How many lines of the entries hold the string "lineCap"? Reply with the number alone.

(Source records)
:::::
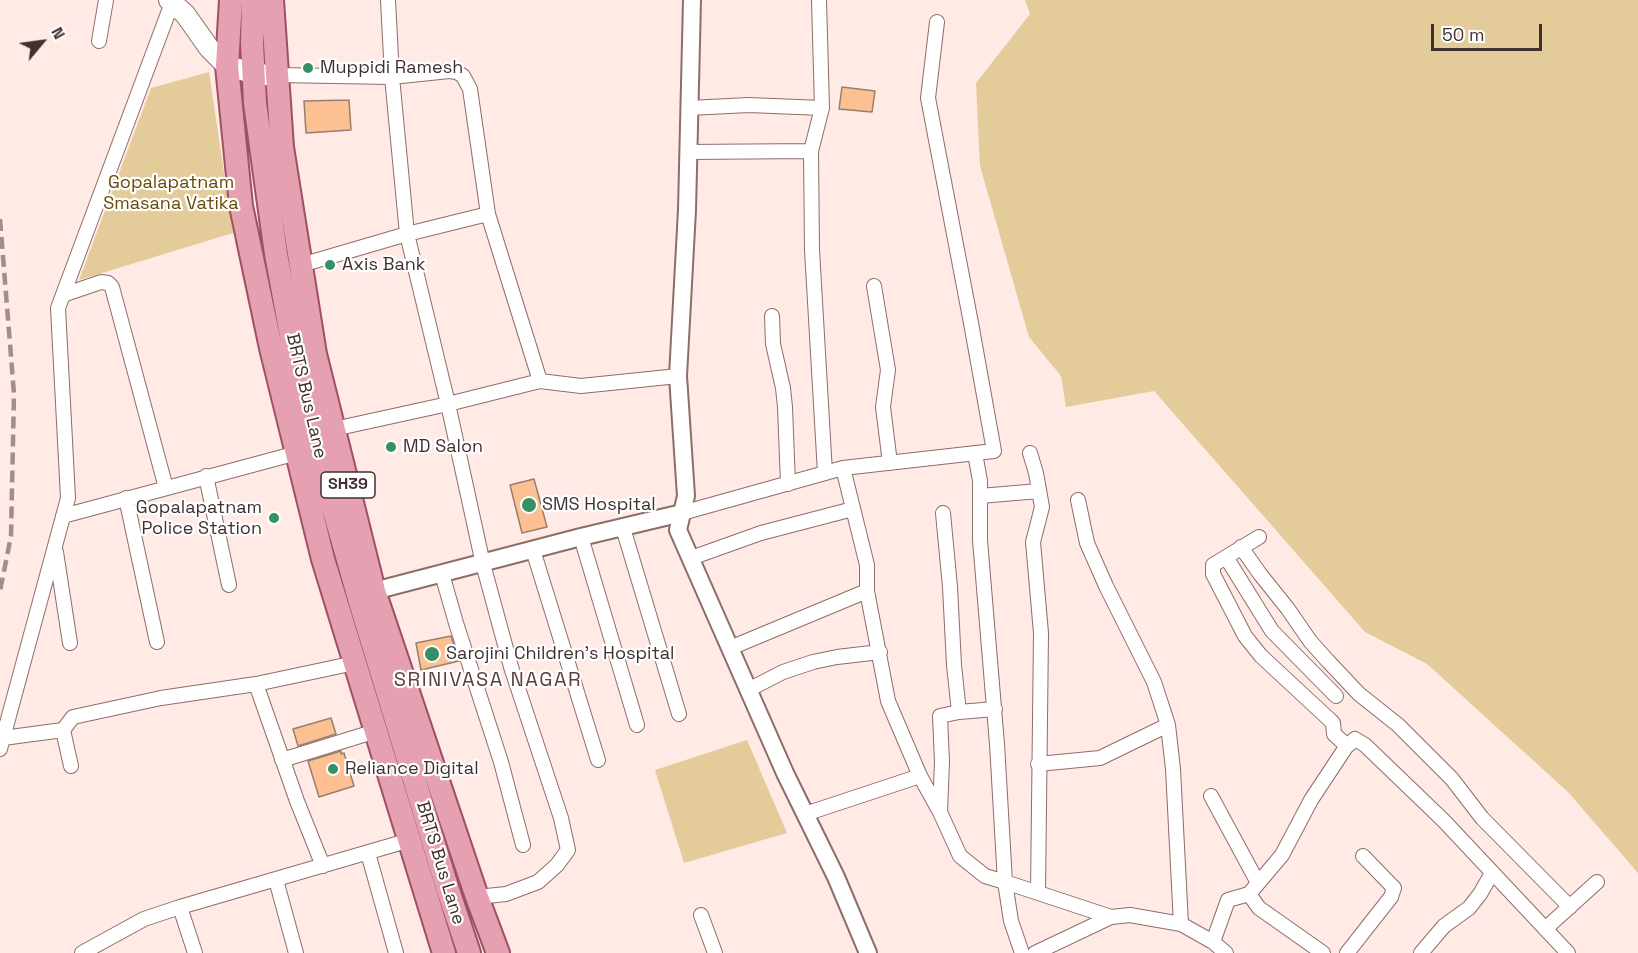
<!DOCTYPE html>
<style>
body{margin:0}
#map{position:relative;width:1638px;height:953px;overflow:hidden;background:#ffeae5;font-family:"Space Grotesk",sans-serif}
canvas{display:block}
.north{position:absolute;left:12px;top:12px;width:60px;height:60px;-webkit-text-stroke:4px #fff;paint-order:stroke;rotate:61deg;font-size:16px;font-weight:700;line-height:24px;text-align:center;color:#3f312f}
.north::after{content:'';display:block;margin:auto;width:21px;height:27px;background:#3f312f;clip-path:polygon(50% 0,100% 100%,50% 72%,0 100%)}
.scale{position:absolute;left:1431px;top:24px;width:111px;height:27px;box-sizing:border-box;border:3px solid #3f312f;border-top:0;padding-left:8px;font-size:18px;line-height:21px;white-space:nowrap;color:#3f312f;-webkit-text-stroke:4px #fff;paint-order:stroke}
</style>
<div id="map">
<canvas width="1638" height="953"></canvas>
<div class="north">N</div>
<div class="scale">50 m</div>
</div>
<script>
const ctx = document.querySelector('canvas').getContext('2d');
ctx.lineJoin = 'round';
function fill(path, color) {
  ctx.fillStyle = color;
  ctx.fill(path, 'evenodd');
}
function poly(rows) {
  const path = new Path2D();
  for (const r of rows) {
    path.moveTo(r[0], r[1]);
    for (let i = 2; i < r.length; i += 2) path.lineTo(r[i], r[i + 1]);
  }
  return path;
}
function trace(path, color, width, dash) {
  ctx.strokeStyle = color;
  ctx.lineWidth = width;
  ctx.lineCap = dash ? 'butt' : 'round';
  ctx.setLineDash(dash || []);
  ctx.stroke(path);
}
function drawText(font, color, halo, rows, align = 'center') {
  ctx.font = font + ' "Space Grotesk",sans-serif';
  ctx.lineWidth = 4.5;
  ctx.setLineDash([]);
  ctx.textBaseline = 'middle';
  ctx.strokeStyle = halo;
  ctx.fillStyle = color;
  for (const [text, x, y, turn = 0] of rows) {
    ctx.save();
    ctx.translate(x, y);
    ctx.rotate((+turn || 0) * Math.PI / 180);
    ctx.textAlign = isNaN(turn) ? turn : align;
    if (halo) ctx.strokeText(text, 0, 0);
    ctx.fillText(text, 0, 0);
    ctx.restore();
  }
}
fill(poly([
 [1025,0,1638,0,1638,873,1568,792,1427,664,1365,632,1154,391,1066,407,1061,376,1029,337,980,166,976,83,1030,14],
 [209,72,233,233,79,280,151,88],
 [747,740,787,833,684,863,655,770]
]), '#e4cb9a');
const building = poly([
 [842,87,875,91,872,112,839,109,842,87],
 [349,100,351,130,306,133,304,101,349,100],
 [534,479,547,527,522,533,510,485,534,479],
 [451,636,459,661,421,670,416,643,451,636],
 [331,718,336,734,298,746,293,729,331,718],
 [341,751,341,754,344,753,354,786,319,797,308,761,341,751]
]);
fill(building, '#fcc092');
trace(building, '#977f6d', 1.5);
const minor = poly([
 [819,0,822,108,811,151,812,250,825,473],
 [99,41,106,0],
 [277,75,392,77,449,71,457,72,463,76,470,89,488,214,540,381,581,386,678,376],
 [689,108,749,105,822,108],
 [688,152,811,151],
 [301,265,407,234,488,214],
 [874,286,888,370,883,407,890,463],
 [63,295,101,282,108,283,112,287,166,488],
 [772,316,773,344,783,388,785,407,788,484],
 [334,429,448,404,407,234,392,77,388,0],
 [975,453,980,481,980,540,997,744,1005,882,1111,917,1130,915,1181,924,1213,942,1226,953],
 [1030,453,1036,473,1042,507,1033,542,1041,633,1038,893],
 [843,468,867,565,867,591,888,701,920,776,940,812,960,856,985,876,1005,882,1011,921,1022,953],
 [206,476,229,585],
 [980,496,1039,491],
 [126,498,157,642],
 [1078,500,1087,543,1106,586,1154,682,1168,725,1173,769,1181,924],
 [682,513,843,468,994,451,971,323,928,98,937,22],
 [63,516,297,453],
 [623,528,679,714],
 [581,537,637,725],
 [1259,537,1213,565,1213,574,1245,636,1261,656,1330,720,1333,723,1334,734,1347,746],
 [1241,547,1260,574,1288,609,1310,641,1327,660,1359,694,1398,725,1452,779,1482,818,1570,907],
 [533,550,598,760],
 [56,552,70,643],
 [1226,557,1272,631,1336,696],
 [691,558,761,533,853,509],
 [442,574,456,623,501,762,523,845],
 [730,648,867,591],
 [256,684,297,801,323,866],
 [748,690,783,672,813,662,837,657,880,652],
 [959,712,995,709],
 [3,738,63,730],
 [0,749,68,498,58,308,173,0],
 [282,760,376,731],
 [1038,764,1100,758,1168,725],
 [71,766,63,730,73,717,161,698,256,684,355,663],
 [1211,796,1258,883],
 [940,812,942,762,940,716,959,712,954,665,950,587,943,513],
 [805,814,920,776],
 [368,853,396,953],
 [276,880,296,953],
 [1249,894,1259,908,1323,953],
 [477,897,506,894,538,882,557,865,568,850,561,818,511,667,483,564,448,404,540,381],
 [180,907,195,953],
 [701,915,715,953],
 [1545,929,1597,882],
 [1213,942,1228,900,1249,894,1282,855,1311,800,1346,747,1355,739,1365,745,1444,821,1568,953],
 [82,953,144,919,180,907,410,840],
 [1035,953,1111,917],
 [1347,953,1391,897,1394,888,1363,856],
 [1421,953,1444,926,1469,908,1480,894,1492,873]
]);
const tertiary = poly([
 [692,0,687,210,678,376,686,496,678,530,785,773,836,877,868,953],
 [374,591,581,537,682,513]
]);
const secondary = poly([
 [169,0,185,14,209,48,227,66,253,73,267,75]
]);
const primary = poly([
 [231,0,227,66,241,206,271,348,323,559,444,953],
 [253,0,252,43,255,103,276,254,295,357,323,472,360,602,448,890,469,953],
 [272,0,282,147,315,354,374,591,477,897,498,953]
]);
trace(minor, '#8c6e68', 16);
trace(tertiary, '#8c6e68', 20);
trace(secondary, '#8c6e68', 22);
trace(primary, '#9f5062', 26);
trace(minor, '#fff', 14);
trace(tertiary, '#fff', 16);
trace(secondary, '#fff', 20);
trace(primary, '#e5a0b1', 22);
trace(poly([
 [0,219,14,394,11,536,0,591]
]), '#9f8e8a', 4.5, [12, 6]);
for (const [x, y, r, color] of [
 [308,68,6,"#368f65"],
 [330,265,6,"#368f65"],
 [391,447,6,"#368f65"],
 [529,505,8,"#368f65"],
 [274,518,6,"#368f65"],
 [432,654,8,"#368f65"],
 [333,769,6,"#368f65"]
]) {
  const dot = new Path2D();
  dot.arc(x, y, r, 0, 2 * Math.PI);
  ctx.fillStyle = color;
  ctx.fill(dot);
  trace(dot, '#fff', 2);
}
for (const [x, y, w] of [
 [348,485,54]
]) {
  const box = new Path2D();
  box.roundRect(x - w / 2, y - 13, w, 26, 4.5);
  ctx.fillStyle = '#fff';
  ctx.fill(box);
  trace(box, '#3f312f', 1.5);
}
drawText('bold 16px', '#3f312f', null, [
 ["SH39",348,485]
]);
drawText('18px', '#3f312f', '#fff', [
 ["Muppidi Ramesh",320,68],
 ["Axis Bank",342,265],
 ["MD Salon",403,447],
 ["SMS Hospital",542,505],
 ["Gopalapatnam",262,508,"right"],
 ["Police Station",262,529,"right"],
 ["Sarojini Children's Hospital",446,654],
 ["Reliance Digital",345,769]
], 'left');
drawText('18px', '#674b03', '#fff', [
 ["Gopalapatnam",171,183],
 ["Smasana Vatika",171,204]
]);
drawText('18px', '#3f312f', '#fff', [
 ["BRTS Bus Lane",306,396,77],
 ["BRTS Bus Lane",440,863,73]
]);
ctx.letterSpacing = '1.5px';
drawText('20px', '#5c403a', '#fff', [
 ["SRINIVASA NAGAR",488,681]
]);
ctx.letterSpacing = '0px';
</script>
:::::
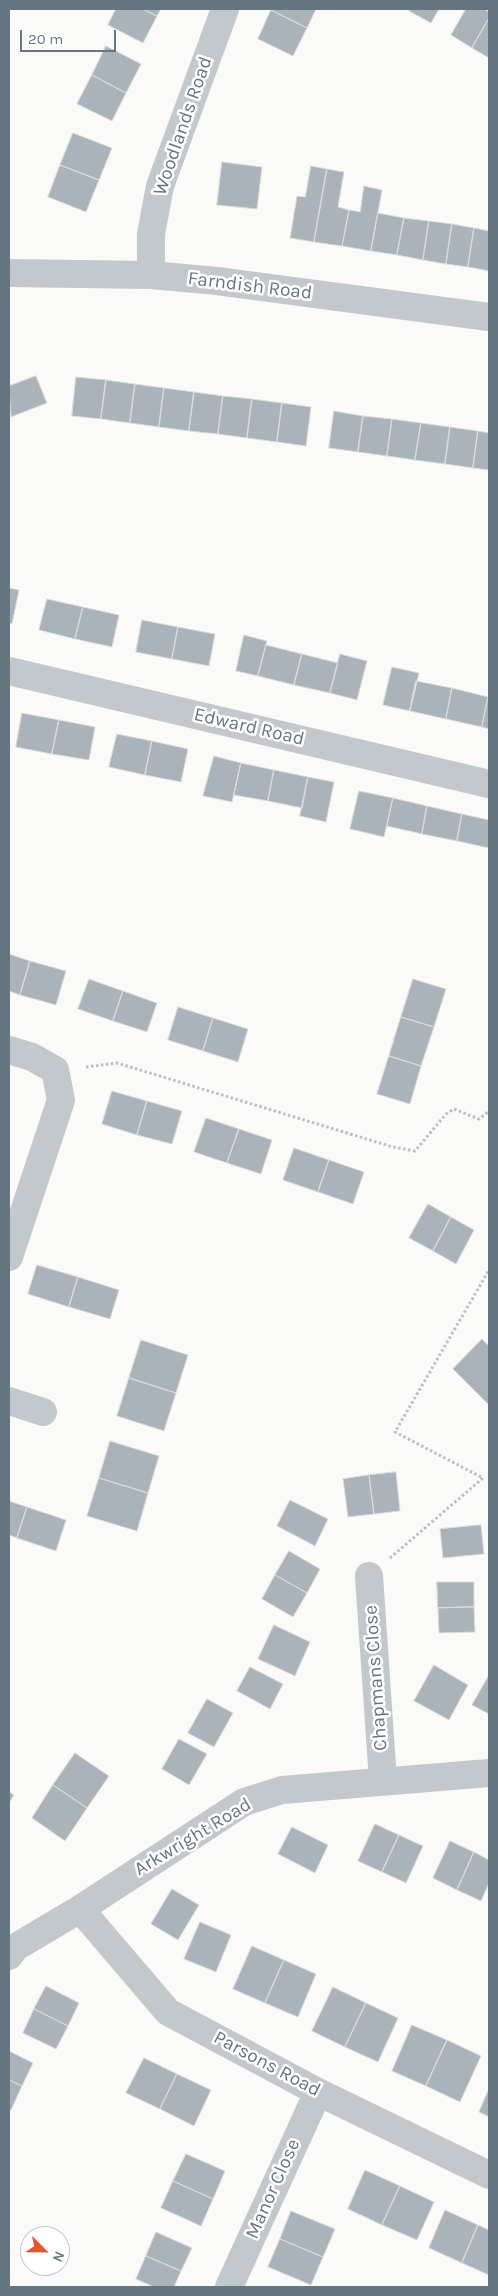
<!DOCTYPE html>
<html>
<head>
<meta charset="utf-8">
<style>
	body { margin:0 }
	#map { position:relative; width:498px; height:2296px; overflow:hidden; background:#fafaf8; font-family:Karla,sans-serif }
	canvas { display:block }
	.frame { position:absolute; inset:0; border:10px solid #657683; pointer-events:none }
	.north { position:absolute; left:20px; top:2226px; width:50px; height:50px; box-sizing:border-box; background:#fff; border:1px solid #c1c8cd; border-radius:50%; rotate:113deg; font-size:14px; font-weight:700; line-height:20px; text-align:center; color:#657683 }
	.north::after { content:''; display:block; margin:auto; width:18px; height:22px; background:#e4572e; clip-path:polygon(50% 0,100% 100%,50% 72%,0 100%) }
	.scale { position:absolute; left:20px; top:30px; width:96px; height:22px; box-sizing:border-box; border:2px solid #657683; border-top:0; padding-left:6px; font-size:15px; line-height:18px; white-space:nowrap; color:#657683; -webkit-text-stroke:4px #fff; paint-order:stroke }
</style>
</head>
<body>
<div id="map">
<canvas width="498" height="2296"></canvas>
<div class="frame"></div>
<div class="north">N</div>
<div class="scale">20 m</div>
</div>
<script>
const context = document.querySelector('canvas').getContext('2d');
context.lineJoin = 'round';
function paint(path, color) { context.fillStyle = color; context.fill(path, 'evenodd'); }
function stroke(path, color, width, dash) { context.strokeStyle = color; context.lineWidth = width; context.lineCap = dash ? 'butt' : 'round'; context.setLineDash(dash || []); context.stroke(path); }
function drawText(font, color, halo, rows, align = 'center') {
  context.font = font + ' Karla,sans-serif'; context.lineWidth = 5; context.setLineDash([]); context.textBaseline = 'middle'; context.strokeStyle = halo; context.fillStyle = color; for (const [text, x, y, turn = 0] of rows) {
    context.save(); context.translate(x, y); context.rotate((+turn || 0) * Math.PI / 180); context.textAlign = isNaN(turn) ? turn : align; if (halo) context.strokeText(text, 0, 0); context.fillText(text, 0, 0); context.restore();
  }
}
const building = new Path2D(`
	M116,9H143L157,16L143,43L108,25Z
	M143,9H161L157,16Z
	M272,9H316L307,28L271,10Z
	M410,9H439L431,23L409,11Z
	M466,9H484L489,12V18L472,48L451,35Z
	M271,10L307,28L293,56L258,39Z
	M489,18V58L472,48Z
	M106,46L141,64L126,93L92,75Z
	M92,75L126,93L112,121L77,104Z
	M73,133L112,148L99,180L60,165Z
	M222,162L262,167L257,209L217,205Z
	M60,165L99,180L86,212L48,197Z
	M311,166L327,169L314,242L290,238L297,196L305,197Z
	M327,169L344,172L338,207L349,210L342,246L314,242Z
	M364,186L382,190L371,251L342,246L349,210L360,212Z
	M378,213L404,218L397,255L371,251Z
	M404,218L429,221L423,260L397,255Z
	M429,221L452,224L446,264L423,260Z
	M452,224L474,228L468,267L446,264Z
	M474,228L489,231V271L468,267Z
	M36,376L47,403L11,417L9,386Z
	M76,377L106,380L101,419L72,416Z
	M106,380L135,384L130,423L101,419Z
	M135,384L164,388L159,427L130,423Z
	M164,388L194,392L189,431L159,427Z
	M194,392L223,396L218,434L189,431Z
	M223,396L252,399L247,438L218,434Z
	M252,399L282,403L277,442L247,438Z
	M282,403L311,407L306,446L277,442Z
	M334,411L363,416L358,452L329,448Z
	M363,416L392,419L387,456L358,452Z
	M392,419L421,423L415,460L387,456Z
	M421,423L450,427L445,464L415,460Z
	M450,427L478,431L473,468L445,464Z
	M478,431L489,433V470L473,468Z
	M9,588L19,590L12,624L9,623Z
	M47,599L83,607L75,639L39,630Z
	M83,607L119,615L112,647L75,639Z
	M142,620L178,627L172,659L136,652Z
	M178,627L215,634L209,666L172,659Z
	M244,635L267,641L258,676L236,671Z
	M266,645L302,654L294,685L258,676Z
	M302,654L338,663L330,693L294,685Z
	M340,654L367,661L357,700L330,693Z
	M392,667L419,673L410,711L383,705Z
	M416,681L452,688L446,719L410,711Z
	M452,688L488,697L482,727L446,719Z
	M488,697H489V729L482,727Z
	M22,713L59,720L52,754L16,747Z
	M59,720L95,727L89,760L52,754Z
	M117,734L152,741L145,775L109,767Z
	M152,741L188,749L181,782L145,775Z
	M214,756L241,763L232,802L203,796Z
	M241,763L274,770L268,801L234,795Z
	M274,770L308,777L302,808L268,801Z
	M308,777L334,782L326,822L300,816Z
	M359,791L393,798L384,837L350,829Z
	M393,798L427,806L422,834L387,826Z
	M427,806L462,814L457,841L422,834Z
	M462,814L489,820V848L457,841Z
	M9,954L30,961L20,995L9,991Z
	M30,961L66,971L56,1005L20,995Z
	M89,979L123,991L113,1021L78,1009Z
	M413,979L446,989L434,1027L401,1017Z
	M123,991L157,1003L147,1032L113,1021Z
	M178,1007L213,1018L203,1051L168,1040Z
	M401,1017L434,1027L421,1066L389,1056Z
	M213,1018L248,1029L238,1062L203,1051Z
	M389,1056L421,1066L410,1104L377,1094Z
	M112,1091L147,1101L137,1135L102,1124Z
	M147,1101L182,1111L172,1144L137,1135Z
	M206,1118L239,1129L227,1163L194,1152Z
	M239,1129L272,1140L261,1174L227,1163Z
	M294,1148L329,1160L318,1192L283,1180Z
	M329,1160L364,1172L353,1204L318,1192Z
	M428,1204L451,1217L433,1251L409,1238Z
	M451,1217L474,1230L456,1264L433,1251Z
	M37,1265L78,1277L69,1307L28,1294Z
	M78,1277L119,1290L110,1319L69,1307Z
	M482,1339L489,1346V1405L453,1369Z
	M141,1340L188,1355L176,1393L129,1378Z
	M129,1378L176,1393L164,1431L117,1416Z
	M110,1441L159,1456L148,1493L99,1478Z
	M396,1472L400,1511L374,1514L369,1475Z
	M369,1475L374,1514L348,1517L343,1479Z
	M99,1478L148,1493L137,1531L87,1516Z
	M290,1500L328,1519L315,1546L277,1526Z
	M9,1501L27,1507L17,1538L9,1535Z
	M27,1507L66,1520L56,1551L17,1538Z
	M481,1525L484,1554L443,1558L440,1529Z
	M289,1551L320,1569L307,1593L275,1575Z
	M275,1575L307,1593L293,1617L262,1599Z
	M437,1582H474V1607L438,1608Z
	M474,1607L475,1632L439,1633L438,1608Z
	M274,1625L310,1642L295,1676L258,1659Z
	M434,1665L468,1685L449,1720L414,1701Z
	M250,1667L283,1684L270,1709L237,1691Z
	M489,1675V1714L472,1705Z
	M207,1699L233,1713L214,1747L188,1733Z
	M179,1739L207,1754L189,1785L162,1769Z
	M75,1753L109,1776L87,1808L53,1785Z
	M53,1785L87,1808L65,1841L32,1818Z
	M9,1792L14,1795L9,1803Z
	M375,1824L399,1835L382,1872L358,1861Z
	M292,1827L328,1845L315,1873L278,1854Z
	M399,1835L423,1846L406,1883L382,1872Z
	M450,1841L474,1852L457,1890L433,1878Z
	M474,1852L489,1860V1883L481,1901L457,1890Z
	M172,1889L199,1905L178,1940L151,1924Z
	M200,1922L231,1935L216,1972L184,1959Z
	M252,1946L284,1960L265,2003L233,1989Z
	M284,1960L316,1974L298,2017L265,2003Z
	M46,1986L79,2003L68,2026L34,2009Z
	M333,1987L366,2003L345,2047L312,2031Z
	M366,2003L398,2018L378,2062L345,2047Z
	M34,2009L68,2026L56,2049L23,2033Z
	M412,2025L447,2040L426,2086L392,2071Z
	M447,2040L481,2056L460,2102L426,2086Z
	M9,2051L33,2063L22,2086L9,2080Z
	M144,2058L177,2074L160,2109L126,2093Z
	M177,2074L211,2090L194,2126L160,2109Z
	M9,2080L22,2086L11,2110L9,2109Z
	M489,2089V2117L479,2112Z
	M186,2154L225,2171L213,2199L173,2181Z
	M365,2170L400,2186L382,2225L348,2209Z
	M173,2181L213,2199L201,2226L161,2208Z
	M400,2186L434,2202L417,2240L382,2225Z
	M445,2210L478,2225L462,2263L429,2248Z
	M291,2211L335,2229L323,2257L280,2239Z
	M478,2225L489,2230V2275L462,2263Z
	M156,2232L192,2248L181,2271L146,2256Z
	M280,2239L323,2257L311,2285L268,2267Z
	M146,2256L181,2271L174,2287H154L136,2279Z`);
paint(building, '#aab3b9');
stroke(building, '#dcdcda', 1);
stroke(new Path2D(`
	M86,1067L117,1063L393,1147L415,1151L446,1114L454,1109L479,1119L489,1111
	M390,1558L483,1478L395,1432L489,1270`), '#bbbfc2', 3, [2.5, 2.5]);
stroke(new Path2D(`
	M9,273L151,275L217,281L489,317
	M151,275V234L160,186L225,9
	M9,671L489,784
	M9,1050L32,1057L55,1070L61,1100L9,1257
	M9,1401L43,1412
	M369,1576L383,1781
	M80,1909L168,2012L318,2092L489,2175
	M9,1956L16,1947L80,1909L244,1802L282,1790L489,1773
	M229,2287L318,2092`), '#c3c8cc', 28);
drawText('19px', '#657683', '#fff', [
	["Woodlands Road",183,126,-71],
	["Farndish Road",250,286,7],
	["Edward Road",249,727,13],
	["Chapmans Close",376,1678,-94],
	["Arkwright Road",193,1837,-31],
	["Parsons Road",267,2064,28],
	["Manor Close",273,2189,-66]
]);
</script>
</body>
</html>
:::::
◆ Solved exercise
2